## PROMPT
For the data below, say how many lines contain "linecap". Only the number should be given.

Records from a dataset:
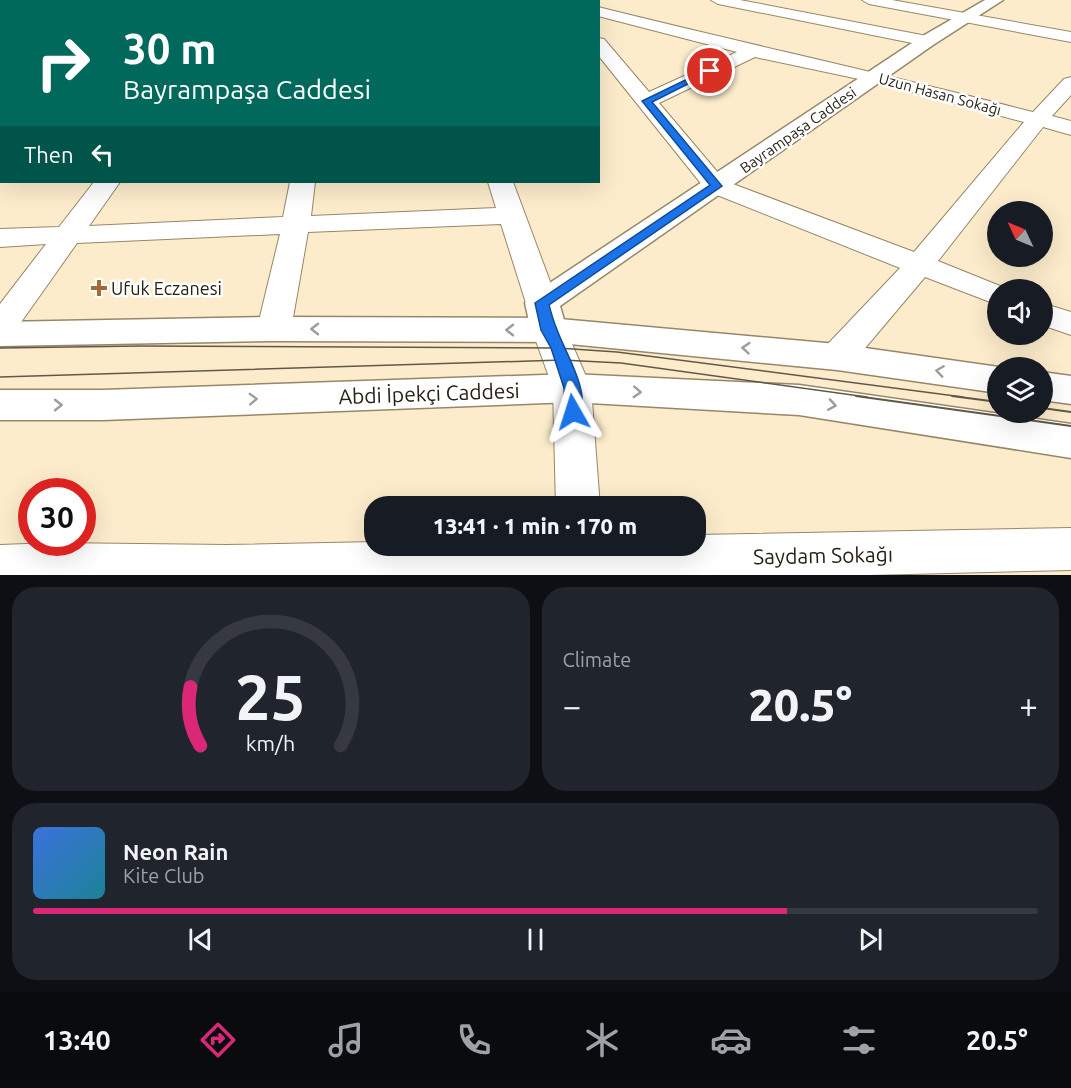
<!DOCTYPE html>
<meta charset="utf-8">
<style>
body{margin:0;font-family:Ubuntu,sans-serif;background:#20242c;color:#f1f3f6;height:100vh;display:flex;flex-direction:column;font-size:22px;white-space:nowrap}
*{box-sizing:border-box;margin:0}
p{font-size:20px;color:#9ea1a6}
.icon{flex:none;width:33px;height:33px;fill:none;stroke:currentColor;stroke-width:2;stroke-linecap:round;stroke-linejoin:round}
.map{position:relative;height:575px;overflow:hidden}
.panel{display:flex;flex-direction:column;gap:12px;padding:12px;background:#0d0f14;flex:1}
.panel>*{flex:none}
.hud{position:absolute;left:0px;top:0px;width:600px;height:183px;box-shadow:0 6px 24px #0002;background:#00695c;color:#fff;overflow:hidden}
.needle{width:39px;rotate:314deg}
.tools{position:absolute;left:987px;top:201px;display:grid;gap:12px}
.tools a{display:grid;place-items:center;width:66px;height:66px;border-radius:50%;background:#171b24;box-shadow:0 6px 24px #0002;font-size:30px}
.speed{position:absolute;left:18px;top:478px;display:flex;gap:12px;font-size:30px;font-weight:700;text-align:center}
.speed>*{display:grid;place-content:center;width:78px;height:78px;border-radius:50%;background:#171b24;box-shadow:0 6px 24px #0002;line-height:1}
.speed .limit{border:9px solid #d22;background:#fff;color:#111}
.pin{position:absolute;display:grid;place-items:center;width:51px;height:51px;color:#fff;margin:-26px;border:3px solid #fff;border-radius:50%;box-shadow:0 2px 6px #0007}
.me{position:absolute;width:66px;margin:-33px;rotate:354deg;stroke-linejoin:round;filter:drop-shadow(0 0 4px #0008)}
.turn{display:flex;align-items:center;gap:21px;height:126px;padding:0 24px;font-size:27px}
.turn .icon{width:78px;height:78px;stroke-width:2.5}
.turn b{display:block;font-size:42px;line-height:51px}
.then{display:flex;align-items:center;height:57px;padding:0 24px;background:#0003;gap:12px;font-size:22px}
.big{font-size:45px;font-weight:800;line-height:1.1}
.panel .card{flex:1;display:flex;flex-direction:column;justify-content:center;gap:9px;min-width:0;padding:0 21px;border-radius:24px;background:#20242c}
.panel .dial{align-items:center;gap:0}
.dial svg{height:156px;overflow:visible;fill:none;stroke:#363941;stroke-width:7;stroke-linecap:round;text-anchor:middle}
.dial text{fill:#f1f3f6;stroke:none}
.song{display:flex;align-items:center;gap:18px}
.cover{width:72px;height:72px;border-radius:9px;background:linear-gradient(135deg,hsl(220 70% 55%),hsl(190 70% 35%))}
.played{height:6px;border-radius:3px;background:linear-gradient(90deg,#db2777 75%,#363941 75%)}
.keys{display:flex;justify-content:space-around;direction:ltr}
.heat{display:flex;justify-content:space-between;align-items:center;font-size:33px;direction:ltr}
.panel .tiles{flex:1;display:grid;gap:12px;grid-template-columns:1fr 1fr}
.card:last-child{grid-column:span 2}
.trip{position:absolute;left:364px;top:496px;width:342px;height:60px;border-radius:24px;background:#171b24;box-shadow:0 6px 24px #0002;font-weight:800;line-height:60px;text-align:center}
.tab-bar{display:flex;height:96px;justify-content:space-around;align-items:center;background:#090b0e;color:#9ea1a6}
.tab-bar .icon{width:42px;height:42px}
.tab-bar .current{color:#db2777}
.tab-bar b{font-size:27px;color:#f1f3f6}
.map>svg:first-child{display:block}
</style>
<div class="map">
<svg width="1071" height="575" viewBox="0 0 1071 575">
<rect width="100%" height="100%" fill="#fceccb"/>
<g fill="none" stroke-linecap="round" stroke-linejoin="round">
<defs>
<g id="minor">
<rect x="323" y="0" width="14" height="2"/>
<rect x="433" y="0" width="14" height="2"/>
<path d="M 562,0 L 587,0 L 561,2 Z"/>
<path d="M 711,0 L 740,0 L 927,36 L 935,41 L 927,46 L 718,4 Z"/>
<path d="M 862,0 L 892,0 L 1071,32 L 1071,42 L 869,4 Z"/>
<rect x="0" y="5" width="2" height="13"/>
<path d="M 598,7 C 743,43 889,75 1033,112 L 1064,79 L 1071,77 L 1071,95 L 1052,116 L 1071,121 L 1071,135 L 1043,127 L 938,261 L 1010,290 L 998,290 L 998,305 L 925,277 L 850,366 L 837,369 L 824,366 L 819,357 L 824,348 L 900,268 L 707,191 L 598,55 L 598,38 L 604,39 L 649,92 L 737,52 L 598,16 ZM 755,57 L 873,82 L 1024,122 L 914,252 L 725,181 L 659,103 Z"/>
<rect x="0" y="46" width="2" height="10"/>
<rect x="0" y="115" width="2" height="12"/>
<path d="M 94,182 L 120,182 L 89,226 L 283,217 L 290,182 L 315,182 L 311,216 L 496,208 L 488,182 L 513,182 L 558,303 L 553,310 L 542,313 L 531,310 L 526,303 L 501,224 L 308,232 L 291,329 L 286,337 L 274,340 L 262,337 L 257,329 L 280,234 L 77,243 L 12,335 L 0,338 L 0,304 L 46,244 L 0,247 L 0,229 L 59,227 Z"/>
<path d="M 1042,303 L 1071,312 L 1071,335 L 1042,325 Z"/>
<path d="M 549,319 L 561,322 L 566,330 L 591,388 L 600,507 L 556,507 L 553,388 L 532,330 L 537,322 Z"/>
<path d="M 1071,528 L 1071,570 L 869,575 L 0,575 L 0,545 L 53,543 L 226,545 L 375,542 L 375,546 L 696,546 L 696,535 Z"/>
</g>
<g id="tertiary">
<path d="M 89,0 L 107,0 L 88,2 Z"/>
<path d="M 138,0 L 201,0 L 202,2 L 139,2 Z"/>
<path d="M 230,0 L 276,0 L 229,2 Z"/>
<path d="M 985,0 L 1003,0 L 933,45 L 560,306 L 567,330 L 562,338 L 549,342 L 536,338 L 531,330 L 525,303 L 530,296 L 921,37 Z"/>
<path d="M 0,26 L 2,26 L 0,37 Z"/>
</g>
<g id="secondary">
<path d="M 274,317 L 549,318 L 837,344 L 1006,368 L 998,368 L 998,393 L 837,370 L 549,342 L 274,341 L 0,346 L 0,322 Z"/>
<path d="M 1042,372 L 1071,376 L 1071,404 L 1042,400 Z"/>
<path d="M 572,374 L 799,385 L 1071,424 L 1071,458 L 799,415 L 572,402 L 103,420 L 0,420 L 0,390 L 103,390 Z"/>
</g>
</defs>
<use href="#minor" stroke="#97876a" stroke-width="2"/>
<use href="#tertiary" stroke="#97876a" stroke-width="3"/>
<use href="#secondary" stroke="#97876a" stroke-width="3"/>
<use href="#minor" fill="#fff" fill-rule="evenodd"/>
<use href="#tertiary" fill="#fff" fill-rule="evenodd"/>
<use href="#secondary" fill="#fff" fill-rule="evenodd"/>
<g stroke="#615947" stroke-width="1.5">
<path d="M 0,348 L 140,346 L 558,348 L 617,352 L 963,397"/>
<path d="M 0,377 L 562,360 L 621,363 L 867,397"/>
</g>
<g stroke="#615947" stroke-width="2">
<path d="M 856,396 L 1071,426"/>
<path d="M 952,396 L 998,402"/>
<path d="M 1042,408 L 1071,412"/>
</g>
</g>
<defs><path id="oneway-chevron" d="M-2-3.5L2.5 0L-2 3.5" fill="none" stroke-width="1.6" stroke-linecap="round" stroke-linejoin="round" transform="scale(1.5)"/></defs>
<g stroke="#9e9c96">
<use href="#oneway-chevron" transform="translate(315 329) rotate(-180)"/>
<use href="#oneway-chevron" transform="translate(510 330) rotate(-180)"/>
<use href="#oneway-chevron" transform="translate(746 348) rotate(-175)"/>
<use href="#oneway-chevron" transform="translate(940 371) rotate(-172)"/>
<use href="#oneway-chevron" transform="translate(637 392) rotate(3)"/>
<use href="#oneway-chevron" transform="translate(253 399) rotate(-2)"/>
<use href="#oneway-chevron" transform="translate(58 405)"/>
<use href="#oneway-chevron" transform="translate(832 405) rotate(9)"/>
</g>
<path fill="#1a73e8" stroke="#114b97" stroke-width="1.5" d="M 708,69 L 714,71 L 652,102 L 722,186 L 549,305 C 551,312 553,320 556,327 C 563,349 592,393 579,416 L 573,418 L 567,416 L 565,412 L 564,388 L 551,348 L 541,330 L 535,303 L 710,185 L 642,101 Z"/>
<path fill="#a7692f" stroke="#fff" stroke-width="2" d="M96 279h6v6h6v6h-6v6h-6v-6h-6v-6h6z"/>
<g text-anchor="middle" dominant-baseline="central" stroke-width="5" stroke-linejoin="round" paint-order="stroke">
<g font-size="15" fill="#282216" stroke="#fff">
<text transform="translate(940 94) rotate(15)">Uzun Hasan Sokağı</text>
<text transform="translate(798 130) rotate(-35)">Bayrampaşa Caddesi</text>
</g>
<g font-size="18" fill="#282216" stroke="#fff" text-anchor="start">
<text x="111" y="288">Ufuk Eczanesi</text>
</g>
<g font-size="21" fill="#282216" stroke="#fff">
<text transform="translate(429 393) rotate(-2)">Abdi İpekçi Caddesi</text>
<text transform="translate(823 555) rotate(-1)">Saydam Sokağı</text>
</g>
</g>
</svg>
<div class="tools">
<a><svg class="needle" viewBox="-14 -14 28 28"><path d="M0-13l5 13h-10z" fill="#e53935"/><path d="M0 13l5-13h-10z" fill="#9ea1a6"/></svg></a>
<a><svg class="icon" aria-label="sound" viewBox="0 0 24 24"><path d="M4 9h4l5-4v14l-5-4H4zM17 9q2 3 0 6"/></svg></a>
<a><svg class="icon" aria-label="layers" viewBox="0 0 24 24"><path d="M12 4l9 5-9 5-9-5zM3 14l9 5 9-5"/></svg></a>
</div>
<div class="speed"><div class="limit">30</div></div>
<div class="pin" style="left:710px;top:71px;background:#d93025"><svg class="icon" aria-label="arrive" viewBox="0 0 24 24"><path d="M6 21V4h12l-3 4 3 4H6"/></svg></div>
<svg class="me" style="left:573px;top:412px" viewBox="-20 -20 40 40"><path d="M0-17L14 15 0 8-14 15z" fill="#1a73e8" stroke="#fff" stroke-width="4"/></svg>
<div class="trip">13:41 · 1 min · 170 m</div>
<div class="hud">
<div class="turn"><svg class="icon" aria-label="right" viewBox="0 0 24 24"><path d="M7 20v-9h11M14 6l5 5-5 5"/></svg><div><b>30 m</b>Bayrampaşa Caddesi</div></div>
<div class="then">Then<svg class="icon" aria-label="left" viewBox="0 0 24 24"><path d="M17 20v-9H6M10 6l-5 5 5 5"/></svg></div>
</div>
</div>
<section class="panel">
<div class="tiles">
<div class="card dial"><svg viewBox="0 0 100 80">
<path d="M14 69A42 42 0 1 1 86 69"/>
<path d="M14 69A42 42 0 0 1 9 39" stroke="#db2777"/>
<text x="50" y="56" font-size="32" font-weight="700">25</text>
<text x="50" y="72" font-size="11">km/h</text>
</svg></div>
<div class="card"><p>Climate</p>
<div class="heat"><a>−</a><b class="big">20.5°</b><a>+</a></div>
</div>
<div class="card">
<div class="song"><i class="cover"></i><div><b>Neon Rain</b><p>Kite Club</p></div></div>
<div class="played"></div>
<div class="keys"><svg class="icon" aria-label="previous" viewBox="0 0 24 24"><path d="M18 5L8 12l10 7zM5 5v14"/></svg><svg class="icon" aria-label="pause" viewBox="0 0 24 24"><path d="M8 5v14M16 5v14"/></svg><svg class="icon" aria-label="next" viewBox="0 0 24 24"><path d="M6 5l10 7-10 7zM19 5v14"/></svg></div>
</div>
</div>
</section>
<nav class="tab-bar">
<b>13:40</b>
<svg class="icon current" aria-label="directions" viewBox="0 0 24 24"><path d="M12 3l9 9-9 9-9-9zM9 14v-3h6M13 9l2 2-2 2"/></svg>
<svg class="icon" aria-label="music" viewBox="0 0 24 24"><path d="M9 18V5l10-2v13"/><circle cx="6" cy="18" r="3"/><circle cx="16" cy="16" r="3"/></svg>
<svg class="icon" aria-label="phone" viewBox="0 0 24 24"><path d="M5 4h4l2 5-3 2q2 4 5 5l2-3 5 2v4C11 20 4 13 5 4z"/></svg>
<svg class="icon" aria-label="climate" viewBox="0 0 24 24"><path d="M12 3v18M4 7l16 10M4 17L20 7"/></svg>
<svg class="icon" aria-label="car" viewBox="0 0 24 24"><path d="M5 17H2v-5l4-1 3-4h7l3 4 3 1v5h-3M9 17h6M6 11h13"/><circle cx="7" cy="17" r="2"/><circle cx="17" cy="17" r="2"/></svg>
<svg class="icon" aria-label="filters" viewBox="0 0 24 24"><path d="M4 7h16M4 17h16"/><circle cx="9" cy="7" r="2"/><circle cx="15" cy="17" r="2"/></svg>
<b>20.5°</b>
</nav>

## WRITTEN RESPONSE
4